» **AIM OF THE TASK**:
Scan the entries below. List each line with "lane".

» **MATERIAL TO PROCESS**:
=======
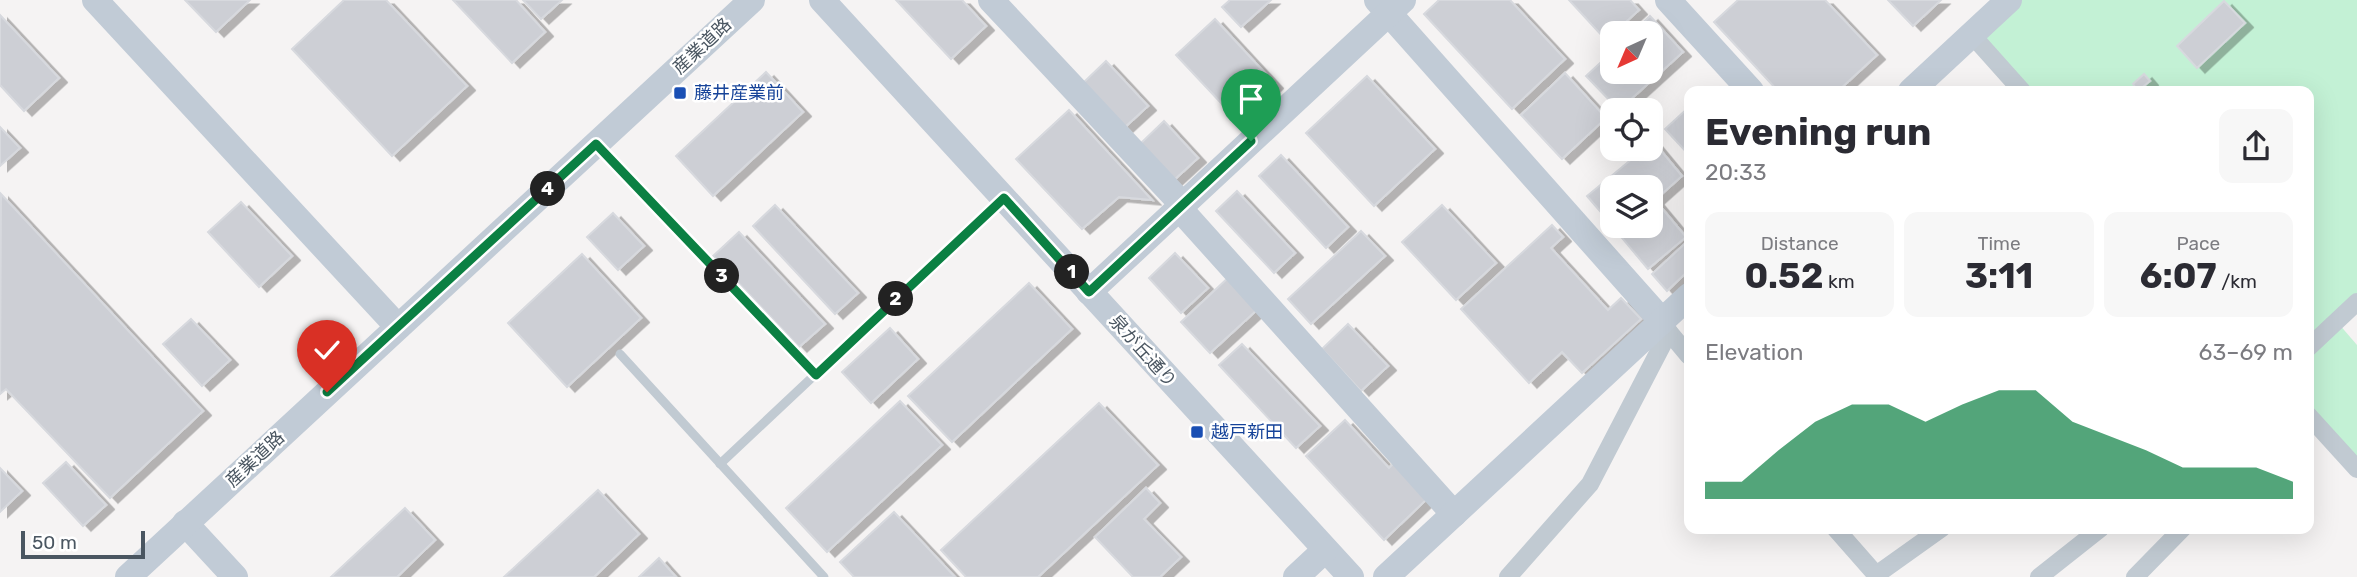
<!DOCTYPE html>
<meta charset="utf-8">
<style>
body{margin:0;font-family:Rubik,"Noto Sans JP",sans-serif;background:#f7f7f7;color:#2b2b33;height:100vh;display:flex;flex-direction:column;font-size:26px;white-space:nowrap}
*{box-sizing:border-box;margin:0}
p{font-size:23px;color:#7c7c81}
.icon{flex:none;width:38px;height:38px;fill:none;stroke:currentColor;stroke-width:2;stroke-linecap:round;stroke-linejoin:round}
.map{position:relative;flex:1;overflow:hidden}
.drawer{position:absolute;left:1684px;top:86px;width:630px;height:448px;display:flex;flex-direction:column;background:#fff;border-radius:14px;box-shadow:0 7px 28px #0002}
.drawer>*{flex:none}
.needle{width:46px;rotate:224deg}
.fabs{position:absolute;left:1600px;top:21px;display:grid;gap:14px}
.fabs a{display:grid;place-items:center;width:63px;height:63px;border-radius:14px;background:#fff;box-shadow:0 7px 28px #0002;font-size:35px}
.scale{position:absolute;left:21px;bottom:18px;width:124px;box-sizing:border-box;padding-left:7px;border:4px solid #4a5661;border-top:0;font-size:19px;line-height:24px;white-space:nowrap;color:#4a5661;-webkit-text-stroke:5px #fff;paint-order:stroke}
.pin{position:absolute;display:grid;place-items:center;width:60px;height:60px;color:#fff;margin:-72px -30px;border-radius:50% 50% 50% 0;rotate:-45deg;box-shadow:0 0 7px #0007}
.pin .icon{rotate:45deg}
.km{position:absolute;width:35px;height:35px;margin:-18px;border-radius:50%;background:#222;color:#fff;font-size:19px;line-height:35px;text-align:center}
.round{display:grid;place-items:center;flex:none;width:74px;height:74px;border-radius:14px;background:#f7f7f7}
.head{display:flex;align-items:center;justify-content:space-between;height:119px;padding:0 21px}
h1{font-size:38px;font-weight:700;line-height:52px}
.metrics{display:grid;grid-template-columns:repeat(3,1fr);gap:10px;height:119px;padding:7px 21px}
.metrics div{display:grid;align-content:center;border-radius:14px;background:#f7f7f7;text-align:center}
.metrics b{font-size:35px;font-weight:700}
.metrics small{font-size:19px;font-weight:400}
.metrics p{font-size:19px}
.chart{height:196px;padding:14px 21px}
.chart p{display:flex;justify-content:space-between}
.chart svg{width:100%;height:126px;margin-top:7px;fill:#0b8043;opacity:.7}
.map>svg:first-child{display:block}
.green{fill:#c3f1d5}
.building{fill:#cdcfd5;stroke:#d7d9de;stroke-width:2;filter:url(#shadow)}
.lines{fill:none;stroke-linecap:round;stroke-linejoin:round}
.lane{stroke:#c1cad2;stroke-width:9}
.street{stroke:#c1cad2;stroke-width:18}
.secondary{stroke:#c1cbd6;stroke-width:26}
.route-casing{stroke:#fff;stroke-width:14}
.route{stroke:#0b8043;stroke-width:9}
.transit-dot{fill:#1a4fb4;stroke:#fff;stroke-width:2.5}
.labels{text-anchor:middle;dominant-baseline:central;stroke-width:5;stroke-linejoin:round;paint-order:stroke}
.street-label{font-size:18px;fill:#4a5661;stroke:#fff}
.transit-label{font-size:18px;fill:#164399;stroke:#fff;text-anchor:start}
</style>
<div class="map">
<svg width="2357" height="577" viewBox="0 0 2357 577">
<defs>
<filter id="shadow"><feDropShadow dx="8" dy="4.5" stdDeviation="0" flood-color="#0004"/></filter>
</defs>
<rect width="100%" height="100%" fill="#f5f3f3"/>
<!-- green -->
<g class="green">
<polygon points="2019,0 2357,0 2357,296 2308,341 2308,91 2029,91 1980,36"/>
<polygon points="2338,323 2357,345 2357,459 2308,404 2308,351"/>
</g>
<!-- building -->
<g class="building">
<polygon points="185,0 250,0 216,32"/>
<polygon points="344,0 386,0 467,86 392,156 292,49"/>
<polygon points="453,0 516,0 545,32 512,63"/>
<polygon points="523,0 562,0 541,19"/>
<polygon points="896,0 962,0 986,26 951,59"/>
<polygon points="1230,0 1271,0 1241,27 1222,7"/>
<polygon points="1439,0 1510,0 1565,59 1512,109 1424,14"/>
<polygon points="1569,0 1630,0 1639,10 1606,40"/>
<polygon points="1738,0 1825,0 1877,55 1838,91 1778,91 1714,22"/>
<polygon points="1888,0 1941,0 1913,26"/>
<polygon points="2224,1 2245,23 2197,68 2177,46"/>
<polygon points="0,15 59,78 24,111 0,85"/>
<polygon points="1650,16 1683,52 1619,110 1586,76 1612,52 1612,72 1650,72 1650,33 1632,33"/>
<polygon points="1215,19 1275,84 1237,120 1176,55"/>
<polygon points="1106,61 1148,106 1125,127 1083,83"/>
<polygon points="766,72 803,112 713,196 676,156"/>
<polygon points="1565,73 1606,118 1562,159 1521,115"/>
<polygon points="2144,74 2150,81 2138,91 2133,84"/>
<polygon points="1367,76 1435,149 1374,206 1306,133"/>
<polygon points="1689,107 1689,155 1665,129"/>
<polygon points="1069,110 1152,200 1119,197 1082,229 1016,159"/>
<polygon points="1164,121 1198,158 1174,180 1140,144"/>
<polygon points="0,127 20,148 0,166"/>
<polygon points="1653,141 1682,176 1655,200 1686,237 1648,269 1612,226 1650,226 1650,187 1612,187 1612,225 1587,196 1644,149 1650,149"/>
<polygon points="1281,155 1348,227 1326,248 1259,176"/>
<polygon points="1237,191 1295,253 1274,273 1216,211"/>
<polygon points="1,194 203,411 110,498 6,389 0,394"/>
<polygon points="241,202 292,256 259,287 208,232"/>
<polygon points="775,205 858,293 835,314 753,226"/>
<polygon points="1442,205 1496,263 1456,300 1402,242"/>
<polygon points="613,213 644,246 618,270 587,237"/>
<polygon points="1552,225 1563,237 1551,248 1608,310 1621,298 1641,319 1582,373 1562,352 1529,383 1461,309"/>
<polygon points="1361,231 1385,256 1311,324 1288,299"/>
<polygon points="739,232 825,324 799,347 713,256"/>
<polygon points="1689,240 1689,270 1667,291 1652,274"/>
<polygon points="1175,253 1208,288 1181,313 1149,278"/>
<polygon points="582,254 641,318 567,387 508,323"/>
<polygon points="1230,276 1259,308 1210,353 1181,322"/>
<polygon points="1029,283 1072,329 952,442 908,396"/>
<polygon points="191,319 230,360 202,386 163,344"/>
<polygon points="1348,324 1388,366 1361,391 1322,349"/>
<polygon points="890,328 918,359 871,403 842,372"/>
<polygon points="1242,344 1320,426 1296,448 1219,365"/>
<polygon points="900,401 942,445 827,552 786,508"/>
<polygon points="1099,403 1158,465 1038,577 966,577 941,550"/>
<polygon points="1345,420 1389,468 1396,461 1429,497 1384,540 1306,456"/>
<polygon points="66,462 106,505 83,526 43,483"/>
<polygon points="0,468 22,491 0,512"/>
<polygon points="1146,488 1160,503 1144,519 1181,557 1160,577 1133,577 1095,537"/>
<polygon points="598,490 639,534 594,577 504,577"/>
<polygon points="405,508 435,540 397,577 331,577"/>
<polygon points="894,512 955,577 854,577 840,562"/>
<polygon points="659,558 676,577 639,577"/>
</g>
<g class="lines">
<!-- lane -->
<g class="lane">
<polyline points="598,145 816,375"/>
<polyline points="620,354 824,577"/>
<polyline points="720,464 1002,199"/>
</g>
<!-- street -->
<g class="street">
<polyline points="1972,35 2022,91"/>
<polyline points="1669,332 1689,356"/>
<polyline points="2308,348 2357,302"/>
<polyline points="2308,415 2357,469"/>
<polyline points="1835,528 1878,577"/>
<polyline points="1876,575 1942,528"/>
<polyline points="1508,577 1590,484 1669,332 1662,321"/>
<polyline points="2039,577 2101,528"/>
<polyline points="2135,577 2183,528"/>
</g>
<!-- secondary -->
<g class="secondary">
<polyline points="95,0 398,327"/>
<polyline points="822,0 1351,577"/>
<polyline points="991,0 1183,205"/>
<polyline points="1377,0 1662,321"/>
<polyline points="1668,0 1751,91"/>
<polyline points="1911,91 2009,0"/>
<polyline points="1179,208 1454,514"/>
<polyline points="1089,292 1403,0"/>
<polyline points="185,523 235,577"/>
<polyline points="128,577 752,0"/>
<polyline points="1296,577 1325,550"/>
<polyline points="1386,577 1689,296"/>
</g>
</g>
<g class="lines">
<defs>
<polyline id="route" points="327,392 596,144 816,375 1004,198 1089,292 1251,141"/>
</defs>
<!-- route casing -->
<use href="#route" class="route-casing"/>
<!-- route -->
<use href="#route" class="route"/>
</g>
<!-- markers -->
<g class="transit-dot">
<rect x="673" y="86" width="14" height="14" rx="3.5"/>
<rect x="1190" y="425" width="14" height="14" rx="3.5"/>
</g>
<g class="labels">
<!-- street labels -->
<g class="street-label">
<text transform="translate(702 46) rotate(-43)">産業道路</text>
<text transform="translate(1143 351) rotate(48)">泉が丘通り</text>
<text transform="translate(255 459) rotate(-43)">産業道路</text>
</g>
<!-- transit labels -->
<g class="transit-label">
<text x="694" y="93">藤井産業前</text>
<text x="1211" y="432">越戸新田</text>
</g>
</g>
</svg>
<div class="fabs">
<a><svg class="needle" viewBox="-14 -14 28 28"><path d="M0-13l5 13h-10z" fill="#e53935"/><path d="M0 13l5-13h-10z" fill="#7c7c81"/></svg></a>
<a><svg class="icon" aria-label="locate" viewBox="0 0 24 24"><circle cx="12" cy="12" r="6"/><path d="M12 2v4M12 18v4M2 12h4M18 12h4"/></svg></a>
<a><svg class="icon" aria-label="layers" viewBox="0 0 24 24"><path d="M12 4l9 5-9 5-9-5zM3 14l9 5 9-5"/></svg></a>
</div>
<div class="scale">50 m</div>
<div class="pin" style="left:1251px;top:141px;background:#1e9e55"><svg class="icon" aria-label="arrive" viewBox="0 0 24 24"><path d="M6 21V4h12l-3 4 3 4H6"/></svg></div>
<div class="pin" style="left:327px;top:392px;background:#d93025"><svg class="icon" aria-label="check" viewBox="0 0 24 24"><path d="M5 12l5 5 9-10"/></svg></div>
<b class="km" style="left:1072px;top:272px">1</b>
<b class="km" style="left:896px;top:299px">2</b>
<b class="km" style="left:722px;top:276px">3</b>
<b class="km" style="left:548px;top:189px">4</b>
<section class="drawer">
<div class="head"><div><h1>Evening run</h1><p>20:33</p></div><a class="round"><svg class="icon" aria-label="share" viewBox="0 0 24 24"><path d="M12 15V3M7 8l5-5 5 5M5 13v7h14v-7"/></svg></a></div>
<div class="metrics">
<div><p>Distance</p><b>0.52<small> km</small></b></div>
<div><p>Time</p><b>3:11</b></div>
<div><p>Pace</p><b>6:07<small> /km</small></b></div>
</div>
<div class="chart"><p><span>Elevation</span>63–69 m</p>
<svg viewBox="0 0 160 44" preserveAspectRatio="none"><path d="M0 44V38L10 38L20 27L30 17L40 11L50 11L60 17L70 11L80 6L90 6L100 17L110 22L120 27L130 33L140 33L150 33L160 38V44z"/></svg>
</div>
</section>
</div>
=======
» **EXERCISE ANSWER**:
.lane{stroke:#c1cad2;stroke-width:9}
<!-- lane -->
<g class="lane">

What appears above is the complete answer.